**DATA TO PROCESS**
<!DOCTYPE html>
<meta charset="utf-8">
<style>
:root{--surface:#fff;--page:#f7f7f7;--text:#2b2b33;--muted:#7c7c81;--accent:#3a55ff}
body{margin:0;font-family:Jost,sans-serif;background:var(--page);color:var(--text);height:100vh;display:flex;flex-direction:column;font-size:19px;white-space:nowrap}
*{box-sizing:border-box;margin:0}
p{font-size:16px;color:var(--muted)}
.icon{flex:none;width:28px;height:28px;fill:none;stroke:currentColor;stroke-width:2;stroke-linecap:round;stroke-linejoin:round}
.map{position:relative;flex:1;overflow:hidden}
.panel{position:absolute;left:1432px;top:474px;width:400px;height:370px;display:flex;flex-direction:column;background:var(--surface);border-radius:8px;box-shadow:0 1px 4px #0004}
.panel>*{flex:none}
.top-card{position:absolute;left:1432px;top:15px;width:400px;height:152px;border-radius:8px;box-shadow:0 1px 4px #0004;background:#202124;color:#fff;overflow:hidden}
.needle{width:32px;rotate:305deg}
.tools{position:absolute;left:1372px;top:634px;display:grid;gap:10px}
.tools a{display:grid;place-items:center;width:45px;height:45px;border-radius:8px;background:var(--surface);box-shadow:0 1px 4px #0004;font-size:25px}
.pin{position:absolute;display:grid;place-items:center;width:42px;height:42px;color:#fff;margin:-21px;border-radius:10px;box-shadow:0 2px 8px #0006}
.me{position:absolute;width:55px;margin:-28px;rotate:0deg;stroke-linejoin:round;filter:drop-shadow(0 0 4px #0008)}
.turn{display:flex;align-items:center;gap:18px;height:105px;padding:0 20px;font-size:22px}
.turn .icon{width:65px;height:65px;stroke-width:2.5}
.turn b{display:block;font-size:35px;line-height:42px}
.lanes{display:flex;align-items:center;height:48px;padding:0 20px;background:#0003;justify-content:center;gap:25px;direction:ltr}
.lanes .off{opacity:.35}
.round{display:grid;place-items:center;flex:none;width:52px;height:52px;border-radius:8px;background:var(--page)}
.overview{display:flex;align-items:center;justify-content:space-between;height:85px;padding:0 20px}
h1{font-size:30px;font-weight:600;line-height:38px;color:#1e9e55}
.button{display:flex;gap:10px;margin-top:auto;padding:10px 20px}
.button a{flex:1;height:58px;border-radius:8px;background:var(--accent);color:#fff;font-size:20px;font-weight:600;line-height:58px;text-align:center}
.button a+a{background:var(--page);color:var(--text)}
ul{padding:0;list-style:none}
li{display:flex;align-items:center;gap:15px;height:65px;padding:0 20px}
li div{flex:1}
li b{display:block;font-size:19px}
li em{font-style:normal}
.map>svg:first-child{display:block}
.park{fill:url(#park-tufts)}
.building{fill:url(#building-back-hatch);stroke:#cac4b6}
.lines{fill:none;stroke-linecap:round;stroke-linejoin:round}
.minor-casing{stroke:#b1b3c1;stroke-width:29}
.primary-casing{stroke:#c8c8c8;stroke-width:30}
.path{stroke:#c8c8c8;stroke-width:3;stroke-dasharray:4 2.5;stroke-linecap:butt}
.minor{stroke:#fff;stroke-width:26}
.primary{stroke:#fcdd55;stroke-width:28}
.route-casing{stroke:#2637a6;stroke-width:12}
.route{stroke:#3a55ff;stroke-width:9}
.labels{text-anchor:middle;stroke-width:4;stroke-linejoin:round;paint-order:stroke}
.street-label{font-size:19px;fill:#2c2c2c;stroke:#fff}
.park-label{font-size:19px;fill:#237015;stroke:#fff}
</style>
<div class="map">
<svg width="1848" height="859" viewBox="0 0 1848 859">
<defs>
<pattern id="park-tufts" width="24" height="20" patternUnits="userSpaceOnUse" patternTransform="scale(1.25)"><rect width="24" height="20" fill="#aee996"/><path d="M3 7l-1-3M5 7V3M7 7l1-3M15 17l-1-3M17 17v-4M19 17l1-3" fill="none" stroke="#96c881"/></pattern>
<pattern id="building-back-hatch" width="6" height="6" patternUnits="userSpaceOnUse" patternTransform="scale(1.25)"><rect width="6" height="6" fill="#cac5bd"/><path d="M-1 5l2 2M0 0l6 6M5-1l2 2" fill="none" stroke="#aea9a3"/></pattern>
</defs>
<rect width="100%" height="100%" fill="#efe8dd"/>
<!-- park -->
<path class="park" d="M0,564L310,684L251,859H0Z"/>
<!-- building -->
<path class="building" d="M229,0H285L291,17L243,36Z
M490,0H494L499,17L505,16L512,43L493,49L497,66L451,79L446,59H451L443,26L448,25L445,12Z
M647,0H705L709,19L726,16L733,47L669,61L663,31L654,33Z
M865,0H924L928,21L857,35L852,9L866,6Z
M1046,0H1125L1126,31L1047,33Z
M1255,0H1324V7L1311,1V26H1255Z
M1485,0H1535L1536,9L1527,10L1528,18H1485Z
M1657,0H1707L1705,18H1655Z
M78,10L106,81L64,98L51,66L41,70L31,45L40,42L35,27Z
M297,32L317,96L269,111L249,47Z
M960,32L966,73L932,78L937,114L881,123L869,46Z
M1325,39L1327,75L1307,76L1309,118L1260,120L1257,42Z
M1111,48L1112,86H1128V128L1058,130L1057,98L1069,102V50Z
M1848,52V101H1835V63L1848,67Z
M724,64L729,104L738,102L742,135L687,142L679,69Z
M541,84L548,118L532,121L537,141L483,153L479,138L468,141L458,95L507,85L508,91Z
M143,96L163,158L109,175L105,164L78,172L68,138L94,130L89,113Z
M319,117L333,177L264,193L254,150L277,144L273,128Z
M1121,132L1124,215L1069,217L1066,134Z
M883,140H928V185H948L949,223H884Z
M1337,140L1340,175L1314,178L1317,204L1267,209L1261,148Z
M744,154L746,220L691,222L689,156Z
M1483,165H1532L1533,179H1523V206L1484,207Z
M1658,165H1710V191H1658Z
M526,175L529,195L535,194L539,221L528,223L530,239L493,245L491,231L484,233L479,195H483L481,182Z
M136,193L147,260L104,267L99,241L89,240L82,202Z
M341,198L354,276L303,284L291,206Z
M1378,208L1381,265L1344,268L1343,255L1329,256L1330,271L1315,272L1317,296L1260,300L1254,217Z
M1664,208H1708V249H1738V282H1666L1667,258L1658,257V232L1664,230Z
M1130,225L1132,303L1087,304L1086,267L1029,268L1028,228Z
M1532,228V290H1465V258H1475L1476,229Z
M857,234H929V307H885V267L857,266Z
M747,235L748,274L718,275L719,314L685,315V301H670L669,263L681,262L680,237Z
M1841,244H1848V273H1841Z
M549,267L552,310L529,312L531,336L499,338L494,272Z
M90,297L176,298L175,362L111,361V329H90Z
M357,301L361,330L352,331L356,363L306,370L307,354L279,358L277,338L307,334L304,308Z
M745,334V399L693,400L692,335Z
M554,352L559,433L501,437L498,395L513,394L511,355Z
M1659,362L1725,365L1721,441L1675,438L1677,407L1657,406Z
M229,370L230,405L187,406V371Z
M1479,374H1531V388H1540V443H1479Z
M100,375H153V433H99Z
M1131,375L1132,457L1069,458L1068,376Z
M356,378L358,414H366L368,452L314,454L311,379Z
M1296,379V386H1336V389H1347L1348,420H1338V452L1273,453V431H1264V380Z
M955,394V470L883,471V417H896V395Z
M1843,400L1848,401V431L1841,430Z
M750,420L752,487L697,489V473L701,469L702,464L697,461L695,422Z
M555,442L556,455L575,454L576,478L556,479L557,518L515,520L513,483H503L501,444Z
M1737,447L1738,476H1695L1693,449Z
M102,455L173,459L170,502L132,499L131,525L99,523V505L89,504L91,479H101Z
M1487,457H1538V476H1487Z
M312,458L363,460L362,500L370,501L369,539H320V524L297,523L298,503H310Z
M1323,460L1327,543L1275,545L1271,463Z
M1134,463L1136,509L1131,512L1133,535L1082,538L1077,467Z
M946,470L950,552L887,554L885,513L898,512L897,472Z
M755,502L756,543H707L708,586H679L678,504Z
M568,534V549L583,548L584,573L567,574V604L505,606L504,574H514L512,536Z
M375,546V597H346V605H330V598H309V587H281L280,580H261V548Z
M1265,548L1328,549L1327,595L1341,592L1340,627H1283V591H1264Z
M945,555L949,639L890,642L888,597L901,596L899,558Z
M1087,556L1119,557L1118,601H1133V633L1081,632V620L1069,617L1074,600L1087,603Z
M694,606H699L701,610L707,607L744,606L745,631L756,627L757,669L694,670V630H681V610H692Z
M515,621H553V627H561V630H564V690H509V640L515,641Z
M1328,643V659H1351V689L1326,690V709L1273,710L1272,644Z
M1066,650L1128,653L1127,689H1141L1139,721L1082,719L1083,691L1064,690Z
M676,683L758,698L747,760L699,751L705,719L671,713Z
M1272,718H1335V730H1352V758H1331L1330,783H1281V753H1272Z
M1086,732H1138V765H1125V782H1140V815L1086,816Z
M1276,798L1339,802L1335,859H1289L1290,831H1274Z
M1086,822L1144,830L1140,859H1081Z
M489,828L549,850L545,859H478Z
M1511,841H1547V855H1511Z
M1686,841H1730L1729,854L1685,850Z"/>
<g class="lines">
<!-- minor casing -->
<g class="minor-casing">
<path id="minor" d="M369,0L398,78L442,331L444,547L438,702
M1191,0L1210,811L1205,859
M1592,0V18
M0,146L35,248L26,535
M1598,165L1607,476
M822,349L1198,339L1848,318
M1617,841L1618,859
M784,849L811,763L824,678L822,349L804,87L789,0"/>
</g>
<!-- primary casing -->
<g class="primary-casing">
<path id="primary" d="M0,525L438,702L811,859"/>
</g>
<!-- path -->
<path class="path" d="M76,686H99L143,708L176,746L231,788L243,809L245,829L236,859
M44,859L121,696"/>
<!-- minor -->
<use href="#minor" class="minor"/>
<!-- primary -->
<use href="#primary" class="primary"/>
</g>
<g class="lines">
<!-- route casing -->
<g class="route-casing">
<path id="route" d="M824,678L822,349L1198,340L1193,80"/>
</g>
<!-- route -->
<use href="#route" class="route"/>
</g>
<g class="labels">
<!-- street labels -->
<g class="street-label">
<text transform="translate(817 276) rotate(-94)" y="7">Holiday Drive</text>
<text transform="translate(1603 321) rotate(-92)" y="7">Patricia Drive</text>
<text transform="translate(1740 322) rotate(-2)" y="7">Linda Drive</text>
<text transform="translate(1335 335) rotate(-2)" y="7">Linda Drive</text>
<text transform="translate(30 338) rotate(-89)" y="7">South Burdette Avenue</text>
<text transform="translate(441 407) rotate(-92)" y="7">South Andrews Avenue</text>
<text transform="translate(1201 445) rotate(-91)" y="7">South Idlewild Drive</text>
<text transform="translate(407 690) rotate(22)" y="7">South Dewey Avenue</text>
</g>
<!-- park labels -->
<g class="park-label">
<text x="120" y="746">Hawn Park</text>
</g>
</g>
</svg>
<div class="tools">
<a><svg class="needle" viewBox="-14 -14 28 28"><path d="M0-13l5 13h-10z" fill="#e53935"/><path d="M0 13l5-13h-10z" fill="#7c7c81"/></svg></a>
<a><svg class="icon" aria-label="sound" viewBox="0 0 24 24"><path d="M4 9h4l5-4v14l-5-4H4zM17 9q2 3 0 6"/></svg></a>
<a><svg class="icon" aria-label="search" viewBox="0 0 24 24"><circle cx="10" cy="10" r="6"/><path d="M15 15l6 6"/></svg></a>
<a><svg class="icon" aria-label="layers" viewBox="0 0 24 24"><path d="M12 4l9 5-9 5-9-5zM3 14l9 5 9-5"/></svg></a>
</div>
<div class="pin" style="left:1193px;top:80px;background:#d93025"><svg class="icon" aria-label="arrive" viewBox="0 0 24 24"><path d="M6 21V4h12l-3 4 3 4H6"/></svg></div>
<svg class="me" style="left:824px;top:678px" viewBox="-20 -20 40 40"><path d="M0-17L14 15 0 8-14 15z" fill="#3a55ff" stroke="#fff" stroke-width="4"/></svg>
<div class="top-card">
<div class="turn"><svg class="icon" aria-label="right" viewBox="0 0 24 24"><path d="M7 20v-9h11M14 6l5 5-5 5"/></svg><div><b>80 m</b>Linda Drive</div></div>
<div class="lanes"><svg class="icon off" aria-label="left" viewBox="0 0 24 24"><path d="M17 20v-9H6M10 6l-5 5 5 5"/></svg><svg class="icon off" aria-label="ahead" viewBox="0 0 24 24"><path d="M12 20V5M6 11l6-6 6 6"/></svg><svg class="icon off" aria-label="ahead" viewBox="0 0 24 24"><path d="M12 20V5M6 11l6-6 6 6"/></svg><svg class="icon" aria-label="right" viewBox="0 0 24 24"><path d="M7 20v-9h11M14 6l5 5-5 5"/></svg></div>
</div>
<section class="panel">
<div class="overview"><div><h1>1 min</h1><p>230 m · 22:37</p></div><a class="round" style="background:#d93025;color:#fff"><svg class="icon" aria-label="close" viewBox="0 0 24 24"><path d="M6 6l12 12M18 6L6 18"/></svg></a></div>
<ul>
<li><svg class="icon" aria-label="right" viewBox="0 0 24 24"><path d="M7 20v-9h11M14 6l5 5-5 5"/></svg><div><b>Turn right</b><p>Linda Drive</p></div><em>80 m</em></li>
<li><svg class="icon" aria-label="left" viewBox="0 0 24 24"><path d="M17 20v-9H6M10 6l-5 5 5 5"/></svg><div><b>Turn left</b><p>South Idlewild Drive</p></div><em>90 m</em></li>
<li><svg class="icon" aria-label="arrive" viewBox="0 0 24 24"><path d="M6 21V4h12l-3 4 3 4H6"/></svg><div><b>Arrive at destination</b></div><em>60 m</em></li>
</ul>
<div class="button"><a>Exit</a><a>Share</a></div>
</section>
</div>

**YOUR GOAL**
How many of the lines above include the word "absolute"? Respond with the number alone.

**TASK ANSWER**
5